Arrr! Zuckerberg be tossin' a million doubloons to Trump, even with the threat of a life in Davy Jones' locker!
2024-12-12
Ahoy, mateys! Mark Zuckerberg be tossin’ a cool million doubloons to Trump’s grand shindig, mere moons after the lad threatened to toss him in the brig for eternity! Seems the Facebook captain be mendin’ fences over a feast at Mar-A-Lago. Arrr, what a jolly jest that be!
Ahoy, mateys! Gather 'round, for I bring ye tidings of a most curious brew afoot in the waters of politics! It be said that the scallywag Mark Zuckerberg, that cunning captain of Facebook’s grand ship, hath dropped a chest o’ gold—one million doubloons, to be precise—into the coffers of Donald Trump’s jolly inauguration fund, lest ye forget, mere months after the fiery president-elect threatened to toss him in the brig for all eternity!Yarrr, what a treacherous tide it be! This generous offering came just before a secretive feast at Trump’s plush hideaway, Mar-A-Lago—in a sign of a thawing icebergs ‘twixt these two unlikely mates. Aye, it seems the winds of friendship be blowin’ again, albeit with a fair bit o’ squawkin’!

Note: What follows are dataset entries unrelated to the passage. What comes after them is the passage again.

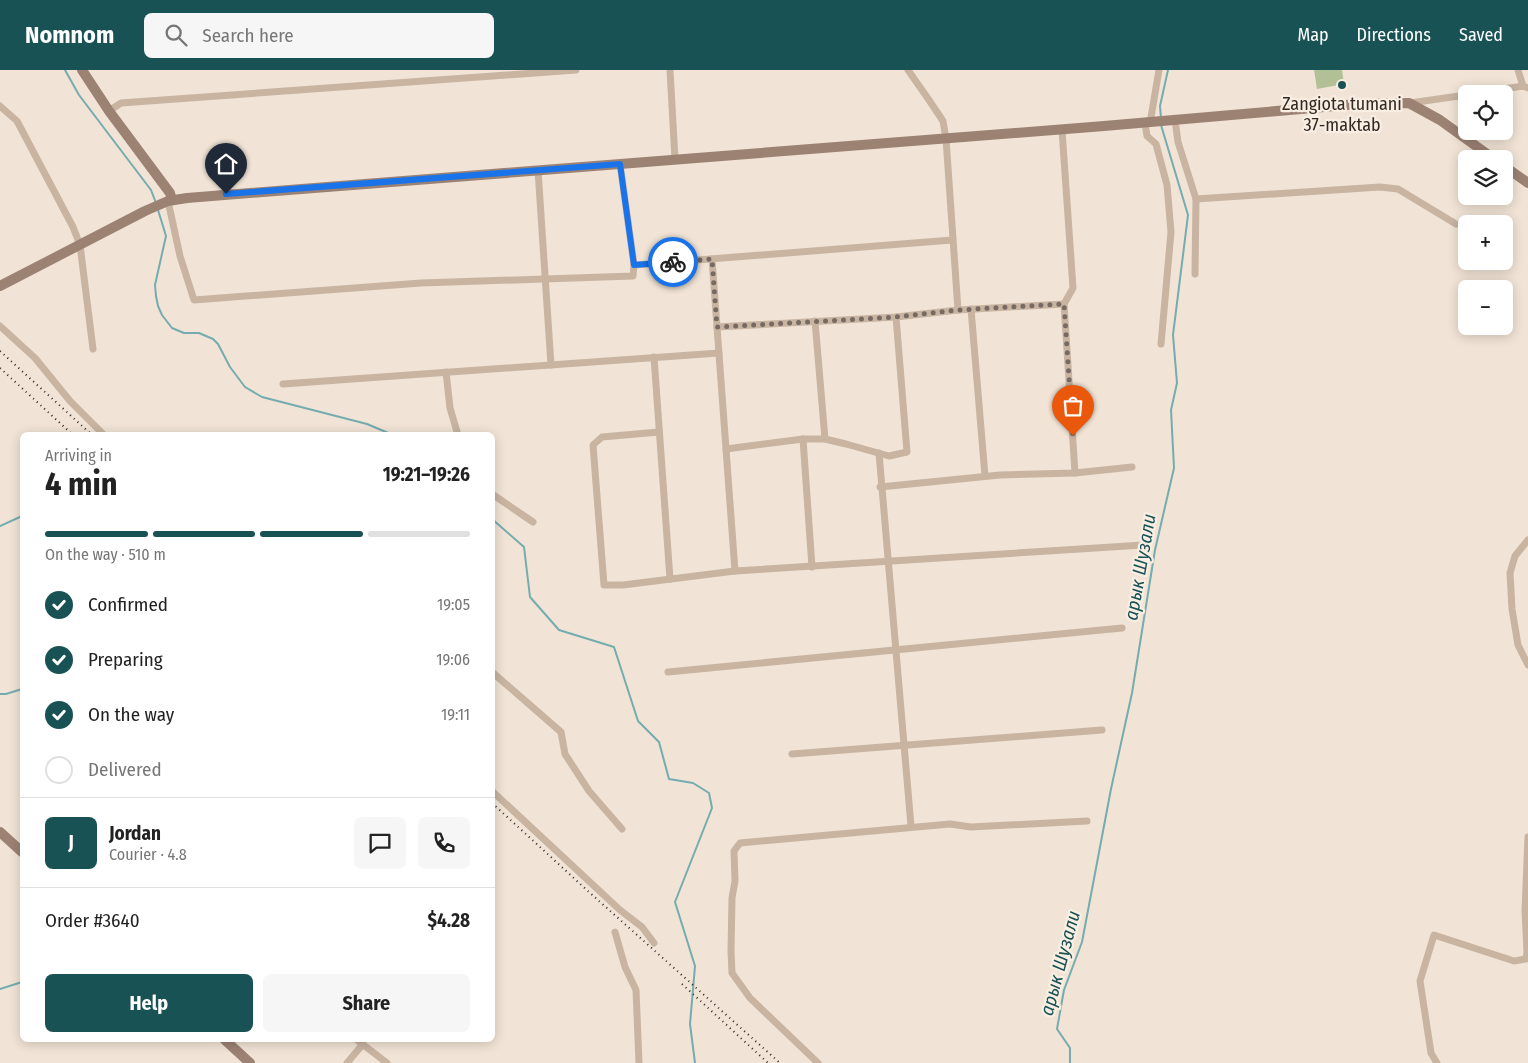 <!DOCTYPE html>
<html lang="en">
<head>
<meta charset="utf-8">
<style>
  :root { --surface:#fff; --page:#f6f6f6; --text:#222; --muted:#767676; --line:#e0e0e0; --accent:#195255 }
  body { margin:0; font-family:"Fira Sans Condensed",sans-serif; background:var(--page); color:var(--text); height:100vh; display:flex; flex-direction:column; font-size:19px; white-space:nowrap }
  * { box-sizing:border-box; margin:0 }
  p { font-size:16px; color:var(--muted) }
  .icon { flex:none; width:28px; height:28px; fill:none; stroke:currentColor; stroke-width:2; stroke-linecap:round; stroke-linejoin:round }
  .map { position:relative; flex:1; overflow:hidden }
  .details { position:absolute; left:20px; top:362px; width:475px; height:610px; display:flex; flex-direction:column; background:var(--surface); border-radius:8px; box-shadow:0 2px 12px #0003 }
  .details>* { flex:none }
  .controls { position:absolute; left:1458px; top:15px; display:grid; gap:10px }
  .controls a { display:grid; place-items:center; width:55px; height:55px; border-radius:8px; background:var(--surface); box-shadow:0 2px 12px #0003; font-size:25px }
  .pin { position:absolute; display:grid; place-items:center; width:42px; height:42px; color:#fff; margin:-51px -21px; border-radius:50% 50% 50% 0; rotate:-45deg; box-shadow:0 0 5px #0007 }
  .pin .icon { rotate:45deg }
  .courier { position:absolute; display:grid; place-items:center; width:50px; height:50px; margin:-25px; border:4px solid #1a73e8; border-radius:50%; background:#fff; color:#222; box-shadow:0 1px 6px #0007 }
  .summary em { font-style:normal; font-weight:700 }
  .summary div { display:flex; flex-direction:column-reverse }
  .summary { display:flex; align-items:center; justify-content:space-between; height:85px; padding:0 25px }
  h1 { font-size:32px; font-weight:700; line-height:38px }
  .bar { display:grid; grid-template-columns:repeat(4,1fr); gap:8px 5px; align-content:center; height:60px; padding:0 25px }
  .bar i { height:6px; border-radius:4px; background:var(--line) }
  .bar .selected { background:var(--accent) }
  .bar p { grid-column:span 4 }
  .line { display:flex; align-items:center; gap:12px; padding:0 25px; border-top:1px solid var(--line) }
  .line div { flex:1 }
  .round { display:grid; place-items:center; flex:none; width:52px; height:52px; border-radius:8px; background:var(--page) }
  ol { padding:0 25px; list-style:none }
  li { display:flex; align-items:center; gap:15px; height:55px }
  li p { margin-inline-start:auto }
  li .icon { padding:5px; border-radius:50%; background:var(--accent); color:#fff; stroke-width:4 }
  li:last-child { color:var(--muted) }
  li i { width:28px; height:28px; border:2px solid var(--line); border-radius:50% }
  .button { display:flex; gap:10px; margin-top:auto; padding:10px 25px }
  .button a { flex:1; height:58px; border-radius:8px; background:var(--accent); color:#fff; font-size:20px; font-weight:700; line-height:58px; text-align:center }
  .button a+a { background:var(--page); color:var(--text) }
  header { display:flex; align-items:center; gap:30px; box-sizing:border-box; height:70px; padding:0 25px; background:var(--accent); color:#fff }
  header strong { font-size:24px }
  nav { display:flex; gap:28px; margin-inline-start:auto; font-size:18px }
  .search { width:350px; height:45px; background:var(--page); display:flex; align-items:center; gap:12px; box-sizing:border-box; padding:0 18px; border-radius:8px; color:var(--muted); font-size:19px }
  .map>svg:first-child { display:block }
</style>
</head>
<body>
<header>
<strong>Nomnom</strong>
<div class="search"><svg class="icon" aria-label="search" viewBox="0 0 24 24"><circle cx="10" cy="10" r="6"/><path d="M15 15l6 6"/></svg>Search here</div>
<nav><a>Map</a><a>Directions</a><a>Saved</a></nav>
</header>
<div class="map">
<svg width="1528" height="993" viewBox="0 0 1528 993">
  <rect width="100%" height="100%" fill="#f1e4d6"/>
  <polygon fill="#b2c096" points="1314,0 1342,0 1344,14 1317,19"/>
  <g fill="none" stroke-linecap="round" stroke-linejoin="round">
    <g stroke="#74acaf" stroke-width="2">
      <polyline points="65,0 79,25 151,120 156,133"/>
      <polyline points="1161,48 1160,36 1168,0"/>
      <polyline points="158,140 166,166 155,215 156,226 158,236 162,245 172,258 184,263 199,263 213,269 218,274 230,297 245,317 262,327 367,354 393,365"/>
      <polyline points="492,449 524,477 530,527 559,560 614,577 638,651 659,672 669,709 693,713 709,723 712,738 675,832 695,896 690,954 695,993"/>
      <polyline points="0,456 22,446"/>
      <polyline points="0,624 6,624 22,619"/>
      <polyline points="0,919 22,912"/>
      <polyline points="1070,993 1070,978 1057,959 1064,920 1082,872 1111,719 1132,623 1155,480 1174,398 1171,340 1177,313 1173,265 1188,145 1161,55"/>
    </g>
    <g stroke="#c9b4a2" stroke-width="7">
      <polyline points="670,0 675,89"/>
      <polyline points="908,0 929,30 943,51 946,69 958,240"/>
      <polyline points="1518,0 1523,16"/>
      <polyline points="1472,24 1523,16 1528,18"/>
      <polyline points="1410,33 1466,25"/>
      <polyline points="0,36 17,51 73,157 80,175 93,279"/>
      <polyline points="109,41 121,33 576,0"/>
      <polyline points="1175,50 1178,72 1196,129 1195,204"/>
      <polyline points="1145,53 1147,66 1156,74 1167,115 1171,162 1161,274"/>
      <polyline points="1150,53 1159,0"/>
      <polyline points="1062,60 1073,218 1064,234 1075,403"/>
      <polyline points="538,100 551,295"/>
      <polyline points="1196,129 1380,117 1398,119 1456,154"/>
      <polyline points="168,131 180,186 194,230 421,213 633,206 634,195 620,94"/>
      <polyline points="712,189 735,501"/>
      <polyline points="634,195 952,170"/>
      <polyline points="971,239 985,406"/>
      <polyline points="815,251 825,369"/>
      <polyline points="0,256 35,288 70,331 104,365"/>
      <polyline points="717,257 896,247 958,240 1064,234"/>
      <polyline points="654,287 670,509"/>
      <polyline points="446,302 450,338 458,365"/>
      <polyline points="283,314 719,283"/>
      <polyline points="659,362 602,367 593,375 604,515 623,515 735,501 1143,475"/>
      <polyline points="803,369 812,497"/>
      <polyline points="726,379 803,369 825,369 846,374 889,386 907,382 896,247"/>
      <polyline points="879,383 911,756"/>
      <polyline points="880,417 1000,405 1075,403 1132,397"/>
      <polyline points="492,424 533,452"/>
      <polyline points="1528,470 1515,486 1510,503 1512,539 1518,575 1528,595"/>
      <polyline points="492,602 561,662 565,684 589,721 622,759"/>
      <polyline points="668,602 1122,558"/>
      <polyline points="792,684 1102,660"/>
      <polyline points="492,721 620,840 642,857 654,873"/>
      <polyline points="615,862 625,897 636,920 639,993"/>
      <polyline points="357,970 387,993"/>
      <polyline points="347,993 363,974"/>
      <polyline points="818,993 750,928 732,903 731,881 732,828 735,811 734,781 740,773 950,754 971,757 1087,751"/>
      <polyline points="1437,993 1431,983 1420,911 1434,865 1514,891 1526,889 1527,882 1525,841 1528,767"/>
    </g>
    <g stroke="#9c8273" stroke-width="10">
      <polyline points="82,0 109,41 170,123 172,130"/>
      <polyline points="1504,96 1528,113"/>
      <polyline points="0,216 145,141 168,131 187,128 1104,56 1358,34 1409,33 1440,50 1494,89"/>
      <polyline points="0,762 22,782"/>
      <polyline points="225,970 250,993"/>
    </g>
    <g stroke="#332925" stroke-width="2" stroke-dasharray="1 4" stroke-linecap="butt">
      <polyline points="0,281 92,365"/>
      <polyline points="0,298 73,365"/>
      <polyline points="492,733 589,822 780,993"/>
      <polyline points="682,914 768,993"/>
    </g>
  </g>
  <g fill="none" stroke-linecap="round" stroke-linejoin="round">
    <polyline stroke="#766a63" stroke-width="5" stroke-dasharray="0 9" points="673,192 712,189 717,257 896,247 958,240 1064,234 1073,366"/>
    <polyline stroke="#1a73e8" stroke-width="6" points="226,124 620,94 634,195 673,192"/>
  </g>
  <circle fill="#195255" stroke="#f9eee2" stroke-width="2" cx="1342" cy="15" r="5"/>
  <g text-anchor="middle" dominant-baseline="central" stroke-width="4.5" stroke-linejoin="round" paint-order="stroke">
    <g font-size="18" fill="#332925" stroke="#f9eee2">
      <text x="1342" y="34">Zangiota tumani<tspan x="1342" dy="21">37-maktab</tspan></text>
    </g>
    <g font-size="19" font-style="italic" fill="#195255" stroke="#f9eee2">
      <text transform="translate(1140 497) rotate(-80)">арык Шузали</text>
      <text transform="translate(1060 893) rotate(-75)">арык Шузали</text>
    </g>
  </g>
</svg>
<div class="controls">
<a><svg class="icon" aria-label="locate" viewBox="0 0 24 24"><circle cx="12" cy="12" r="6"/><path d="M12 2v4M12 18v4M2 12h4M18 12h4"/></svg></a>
<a><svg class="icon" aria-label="layers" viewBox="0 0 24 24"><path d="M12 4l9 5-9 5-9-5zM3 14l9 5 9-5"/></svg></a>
<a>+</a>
<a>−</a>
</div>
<div class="pin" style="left:1073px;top:366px;background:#ea580c"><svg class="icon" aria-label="bag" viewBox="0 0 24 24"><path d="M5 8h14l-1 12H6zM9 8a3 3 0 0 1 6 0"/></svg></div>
<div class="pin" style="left:226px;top:124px;background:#1f2937"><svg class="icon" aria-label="home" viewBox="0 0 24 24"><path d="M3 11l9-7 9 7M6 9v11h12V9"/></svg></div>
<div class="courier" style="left:673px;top:192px"><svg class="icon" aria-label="bike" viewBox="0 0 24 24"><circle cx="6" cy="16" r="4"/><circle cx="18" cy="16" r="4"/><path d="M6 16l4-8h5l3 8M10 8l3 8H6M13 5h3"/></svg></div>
<section class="details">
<div class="summary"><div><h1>4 min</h1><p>Arriving in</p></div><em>19:21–19:26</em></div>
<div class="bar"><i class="selected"></i><i class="selected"></i><i class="selected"></i><i></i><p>On the way · 510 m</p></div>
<ol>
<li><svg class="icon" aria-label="check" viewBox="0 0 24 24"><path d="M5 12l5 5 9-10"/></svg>Confirmed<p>19:05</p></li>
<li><svg class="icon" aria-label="check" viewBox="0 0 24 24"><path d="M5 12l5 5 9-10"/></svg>Preparing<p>19:06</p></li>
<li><svg class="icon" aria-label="check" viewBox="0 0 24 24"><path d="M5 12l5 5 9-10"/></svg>On the way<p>19:11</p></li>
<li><i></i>Delivered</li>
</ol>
<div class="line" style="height:90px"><b class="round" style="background:var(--accent);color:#fff">J</b><div><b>Jordan</b><p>Courier · 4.8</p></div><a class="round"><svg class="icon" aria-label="chat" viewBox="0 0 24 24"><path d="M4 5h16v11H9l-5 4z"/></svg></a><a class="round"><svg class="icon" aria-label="phone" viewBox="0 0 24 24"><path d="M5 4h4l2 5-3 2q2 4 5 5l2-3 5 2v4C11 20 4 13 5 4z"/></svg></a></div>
<div class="line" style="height:65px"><div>Order #3640</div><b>$4.28</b></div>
<div class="button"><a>Help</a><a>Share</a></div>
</section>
</div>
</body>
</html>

Now, let’s not forget the storm that brewed back in 2021 when Facebook saw fit to lock up Trump’s account for a two-year stretch, following the ruckus on Capitol Hill. Trump, not one to let sleeping dogs lie, hath been chattin’ up a storm about his grievances since then. So, what say ye? Aye, it seems even the fiercest of foes can find common ground on the high seas of politics, or at least enjoy a banquet together! Arrr!